I just finished doing my taxes with what is now called Kiplinger TaxCut, and once was called Andrew Tobias’ TaxCut, but has really always been Dan Caine’s TaxCut (Dan is the guy who conceived and wrote and slaved over it).
I no longer have any stake in it — I bought my copy — but I must say I took double satisfaction in using it this year. It is so spectacularly good, I had the satisfaction of doing my elephantine taxes easier than ever, and the satisfaction of knowing that those who got hooked on TaxCut over the years on my recommendation (back when I did have a stake in it) were not steered wrong.

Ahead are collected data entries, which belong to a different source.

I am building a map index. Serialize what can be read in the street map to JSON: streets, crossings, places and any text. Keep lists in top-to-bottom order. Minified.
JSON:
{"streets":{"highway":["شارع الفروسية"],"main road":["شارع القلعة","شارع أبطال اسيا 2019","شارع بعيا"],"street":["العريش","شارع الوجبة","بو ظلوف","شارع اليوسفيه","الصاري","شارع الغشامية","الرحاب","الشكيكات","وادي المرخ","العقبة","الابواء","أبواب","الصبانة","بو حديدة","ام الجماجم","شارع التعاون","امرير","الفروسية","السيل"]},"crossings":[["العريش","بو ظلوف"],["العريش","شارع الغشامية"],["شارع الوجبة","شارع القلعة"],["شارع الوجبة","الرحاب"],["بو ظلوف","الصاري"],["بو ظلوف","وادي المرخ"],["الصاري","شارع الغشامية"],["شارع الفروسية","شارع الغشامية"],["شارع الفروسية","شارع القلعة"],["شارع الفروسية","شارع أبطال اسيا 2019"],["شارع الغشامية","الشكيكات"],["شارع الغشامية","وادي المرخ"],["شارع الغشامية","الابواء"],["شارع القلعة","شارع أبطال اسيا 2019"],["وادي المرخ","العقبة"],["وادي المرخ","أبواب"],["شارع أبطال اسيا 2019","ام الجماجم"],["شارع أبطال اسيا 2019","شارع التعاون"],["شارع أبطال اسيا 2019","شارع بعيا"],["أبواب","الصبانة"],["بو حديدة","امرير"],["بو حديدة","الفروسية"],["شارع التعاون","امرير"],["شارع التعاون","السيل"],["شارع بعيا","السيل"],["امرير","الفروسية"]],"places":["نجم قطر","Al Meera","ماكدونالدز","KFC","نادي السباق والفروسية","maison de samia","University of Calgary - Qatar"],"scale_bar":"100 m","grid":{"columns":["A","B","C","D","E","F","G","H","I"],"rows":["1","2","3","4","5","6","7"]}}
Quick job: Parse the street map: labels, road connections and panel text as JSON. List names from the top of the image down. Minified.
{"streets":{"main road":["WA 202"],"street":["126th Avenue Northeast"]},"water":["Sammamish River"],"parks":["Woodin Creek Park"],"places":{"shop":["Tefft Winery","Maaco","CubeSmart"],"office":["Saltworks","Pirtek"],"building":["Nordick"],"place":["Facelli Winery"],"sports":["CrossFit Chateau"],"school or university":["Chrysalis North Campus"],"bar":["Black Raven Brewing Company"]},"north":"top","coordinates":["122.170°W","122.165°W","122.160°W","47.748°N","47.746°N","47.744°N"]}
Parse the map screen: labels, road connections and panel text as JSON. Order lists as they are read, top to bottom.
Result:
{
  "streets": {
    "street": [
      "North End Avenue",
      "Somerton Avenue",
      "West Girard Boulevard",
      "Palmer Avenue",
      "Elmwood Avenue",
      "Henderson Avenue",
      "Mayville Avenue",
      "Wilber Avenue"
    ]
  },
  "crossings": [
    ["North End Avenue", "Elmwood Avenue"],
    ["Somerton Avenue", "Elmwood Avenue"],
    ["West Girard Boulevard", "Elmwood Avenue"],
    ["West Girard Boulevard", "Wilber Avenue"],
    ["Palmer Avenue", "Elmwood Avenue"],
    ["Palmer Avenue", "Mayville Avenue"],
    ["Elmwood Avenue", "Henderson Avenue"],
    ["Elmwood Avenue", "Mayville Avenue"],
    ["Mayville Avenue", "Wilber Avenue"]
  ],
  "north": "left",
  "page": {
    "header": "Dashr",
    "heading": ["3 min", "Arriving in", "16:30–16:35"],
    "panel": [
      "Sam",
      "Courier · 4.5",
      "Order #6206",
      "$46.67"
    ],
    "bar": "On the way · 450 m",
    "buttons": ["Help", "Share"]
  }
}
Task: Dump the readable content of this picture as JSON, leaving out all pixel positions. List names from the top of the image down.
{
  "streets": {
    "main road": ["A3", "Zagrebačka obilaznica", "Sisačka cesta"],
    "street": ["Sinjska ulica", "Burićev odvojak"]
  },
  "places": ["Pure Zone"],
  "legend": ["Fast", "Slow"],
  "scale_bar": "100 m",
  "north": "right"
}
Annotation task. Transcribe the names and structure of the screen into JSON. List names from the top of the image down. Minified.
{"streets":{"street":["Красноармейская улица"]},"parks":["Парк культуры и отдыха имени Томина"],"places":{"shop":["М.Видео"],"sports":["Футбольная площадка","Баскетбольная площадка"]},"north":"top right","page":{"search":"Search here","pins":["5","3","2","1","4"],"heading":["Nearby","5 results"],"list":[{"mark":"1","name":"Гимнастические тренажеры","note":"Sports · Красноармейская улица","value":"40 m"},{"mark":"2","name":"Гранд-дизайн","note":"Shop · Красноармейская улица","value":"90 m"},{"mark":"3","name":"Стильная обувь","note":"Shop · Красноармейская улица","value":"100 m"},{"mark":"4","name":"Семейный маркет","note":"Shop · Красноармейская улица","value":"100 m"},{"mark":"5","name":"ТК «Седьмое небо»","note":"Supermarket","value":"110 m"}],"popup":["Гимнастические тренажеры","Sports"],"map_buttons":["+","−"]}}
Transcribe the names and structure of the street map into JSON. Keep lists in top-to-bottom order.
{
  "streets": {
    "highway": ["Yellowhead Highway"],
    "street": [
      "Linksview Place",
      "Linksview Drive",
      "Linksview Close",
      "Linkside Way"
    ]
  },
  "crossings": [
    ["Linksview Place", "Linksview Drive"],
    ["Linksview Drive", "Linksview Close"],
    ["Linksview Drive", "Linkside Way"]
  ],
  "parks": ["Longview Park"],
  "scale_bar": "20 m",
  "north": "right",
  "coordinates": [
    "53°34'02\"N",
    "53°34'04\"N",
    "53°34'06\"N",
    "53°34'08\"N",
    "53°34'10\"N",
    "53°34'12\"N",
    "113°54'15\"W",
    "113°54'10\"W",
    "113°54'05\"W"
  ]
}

Naturally, I’m only a sample of one. I’d appreciate — and share — any horror stories you may have. But for me, this has been a superbly useful, friendly software program.
It’s really pretty exciting to see how far software has come in the mere decade and a half “the public” — folks like us — had any reason to think about it.
If you haven’t yet done your taxes (for me, August 15 usually winds up being the real deadline, because of late-arriving K-1s or other problems), and if you’ve never tried a tax program, you should really pick up a copy of TaxCut and see what I’m raving about.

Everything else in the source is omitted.